Okay, but I remember the 1986 fight over William Rehnquist, and nothing about his tenure as chief justice during the Court's recent conservative resurgence has surprised me. You can't claim that the Rehnquist hearings failed to anticipate the Rehnquist Court.

Yes, I can. The Senate did hold lengthy and contentious hearings over Rehnquist. But the issues aired at those hearings had almost nothing to do with the subsequent conservatism of the Rehnquist Court. Senators spent hours quizzing Rehnquist about whether, as a Supreme Court clerk in 1954, he had opposed the Brown decision; whether he had harassed minority voters in Arizona in the 1960s; why there were restrictive covenants on properties he owned; and whether he improperly failed to recuse himself in a particular case. The overarching charges against him--prominently featured in the Democratic dissent from the committee's report on his nomination-were that he was insensitive to minorities and that black civil rights were unsafe in his hands.

Yet the rhetoric of today's liberal groups notwithstanding, the Rehnquist Court simply hasn't curtailed the gains of the civil-rights era. State-sponsored segregation and discrimination, unanimously struck down beginning half a century ago, would be unanimously rejected now as well. And though individual discrimination cases may be fiercely contested, the civil-rights laws today are particularly well defined and uncontroversial. The only major question still seriously debated is how aggressively government may seek to favor minorities through affirmative action.

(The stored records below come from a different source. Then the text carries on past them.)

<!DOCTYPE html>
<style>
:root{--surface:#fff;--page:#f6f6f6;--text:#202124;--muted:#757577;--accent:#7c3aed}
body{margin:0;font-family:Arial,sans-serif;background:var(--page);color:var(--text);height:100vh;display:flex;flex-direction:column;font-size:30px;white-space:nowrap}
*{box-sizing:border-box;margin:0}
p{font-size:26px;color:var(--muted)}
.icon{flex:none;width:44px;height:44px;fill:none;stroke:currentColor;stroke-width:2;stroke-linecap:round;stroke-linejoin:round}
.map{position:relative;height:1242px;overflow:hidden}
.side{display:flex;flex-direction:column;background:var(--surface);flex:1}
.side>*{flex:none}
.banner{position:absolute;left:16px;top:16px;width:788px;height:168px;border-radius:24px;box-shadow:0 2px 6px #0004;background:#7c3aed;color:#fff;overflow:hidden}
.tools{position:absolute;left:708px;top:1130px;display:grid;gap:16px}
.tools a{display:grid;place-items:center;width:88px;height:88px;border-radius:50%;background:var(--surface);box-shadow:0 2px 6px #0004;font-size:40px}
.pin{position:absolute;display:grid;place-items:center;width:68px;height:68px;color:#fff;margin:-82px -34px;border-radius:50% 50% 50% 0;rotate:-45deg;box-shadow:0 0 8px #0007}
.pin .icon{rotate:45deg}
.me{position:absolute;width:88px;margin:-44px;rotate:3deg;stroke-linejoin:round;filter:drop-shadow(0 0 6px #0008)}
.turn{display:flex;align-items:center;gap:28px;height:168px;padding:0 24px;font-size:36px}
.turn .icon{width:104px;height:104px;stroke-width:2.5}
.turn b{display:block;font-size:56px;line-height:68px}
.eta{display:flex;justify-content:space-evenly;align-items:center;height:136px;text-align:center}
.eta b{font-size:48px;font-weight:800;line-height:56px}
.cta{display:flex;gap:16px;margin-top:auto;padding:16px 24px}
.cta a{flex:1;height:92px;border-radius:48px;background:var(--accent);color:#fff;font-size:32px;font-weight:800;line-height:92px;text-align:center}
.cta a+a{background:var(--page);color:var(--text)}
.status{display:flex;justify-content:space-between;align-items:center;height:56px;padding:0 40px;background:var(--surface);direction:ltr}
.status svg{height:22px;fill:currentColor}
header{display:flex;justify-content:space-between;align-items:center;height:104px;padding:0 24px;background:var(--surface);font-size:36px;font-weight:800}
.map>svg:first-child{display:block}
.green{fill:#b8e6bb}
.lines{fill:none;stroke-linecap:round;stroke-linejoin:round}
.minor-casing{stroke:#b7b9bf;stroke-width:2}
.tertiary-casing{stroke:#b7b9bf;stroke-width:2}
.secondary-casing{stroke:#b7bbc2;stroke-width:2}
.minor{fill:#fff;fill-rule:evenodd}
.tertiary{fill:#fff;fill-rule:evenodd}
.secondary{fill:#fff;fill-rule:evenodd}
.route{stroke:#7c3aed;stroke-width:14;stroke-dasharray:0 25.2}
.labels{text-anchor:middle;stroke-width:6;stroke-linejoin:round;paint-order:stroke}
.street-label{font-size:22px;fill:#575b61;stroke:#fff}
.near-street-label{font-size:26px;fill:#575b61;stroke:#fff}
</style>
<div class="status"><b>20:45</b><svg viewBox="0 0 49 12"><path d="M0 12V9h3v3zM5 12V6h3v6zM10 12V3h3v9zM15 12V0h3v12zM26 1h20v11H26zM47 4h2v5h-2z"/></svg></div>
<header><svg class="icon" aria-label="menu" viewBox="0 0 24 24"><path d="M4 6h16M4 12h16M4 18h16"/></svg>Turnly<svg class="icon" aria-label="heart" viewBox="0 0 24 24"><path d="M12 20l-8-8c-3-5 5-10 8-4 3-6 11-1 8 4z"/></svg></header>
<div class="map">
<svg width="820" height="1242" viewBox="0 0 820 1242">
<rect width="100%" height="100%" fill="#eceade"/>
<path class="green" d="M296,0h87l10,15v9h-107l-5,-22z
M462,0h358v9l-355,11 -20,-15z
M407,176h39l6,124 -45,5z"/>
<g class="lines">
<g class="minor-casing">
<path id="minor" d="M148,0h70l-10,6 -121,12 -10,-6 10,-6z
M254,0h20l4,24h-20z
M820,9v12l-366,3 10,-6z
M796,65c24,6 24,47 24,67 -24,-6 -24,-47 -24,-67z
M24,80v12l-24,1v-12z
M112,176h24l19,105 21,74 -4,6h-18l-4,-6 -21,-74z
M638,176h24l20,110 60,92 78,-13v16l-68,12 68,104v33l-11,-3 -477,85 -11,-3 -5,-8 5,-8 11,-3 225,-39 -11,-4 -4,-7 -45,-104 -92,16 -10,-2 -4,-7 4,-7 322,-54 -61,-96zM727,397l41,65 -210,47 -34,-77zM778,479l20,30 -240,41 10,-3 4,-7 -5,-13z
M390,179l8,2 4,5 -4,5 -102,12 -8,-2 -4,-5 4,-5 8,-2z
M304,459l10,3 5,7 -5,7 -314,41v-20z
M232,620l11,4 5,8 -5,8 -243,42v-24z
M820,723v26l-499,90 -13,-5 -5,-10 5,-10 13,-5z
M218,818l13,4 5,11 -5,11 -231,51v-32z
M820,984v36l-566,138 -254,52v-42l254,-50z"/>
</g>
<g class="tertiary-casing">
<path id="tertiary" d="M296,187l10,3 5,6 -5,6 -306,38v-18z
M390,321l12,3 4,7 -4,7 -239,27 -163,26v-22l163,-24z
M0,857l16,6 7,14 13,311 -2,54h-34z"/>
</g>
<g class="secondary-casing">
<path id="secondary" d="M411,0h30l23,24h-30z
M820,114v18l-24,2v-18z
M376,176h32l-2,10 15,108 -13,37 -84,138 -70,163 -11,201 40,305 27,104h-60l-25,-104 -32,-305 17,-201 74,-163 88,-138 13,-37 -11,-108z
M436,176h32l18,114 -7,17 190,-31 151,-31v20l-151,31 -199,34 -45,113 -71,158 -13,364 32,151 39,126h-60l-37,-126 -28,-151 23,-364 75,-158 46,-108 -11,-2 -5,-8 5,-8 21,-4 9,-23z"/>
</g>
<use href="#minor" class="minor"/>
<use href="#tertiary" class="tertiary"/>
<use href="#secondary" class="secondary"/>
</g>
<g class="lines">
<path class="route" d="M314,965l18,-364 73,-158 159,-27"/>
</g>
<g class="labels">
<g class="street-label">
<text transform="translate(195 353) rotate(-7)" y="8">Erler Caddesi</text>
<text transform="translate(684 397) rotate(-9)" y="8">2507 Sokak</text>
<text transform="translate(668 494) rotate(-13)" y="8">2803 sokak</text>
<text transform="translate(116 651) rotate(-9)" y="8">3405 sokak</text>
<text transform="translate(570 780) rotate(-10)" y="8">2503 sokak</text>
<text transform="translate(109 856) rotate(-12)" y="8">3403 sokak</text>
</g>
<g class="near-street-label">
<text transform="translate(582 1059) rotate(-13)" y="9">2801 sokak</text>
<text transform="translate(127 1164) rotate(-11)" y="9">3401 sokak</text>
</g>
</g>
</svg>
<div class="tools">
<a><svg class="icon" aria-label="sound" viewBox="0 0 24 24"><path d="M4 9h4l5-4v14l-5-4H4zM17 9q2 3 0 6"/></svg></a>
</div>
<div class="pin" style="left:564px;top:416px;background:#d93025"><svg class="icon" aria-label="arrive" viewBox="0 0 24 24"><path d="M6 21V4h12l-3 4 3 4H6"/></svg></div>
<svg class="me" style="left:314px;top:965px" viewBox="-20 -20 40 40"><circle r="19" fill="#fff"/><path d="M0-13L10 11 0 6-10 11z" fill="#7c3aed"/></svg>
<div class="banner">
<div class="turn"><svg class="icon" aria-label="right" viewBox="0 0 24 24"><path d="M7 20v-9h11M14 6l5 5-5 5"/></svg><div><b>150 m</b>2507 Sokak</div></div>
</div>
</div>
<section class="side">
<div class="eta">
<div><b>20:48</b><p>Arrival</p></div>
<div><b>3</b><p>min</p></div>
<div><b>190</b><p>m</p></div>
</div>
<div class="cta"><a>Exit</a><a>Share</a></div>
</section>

On the other hand, the issues that have come to define the Rehnquist Court went almost completely unremarked in the lengthy hearings and floor debates over its chief. For example, the relationship between state and federal power came up only fleetingly--though shifting the balance of what the Court quaintly calls "our federalism" away from the national government has been one of the most important themes of Rehnquist's nearly two-decade tenure. Similarly, the Senate devoted surprisingly little attention to criminal law, which has been greatly altered by the Court's recent conservatism. In short, a senator opposing Rehnquist (who was confirmed 65-33) on the basis of those proceedings would have had a general sense of him as unacceptably conservative, but would have entirely misapprehended the likely consequences of that conservatism (which in any event was no secret even before the Senate's inquiry began).


Okay, you've convinced me: the confirmation process is useless.

Well, not entirely. On a practical level it allows the Senate to weed out an ethically impaired candidate such as Abe Fortas, whose nomination to replace Earl Warren was blocked over allegations of financial impropriety and cronyism. And the Senate's involvement in confirming nominees preserves the legitimacy of the Court itself, ensuring that it does not become a wholly owned subsidiary of the executive branch.

Also, whether or not the hearings prove informative, the Senate's ability to stop a nominee provides a check on the president. President Bush knows that he'll have a fight on his hands if he sends up a die-hard right-winger. And although it's impossible to divine from the proceedings how a given justice will evolve over time, or what issues will define his tenure, the president's awareness of the possibility of Senate rejection encourages accommodation and consensus. The major value of the Senate's proceedings, in other words, lies not in anything we might learn from them--which, if history is any guide, will be negligible--but in the president's knowledge that they happen at all.

Benjamin Wittes is an editorial writer at The Washington Post.
you don't have to read it all at once. or just skip over it (but you'd have to pay to read this anywhere else on the web...) point is, confirmation hearings often focus on elements from a nominee's past that have little bearing on the future cases they hear.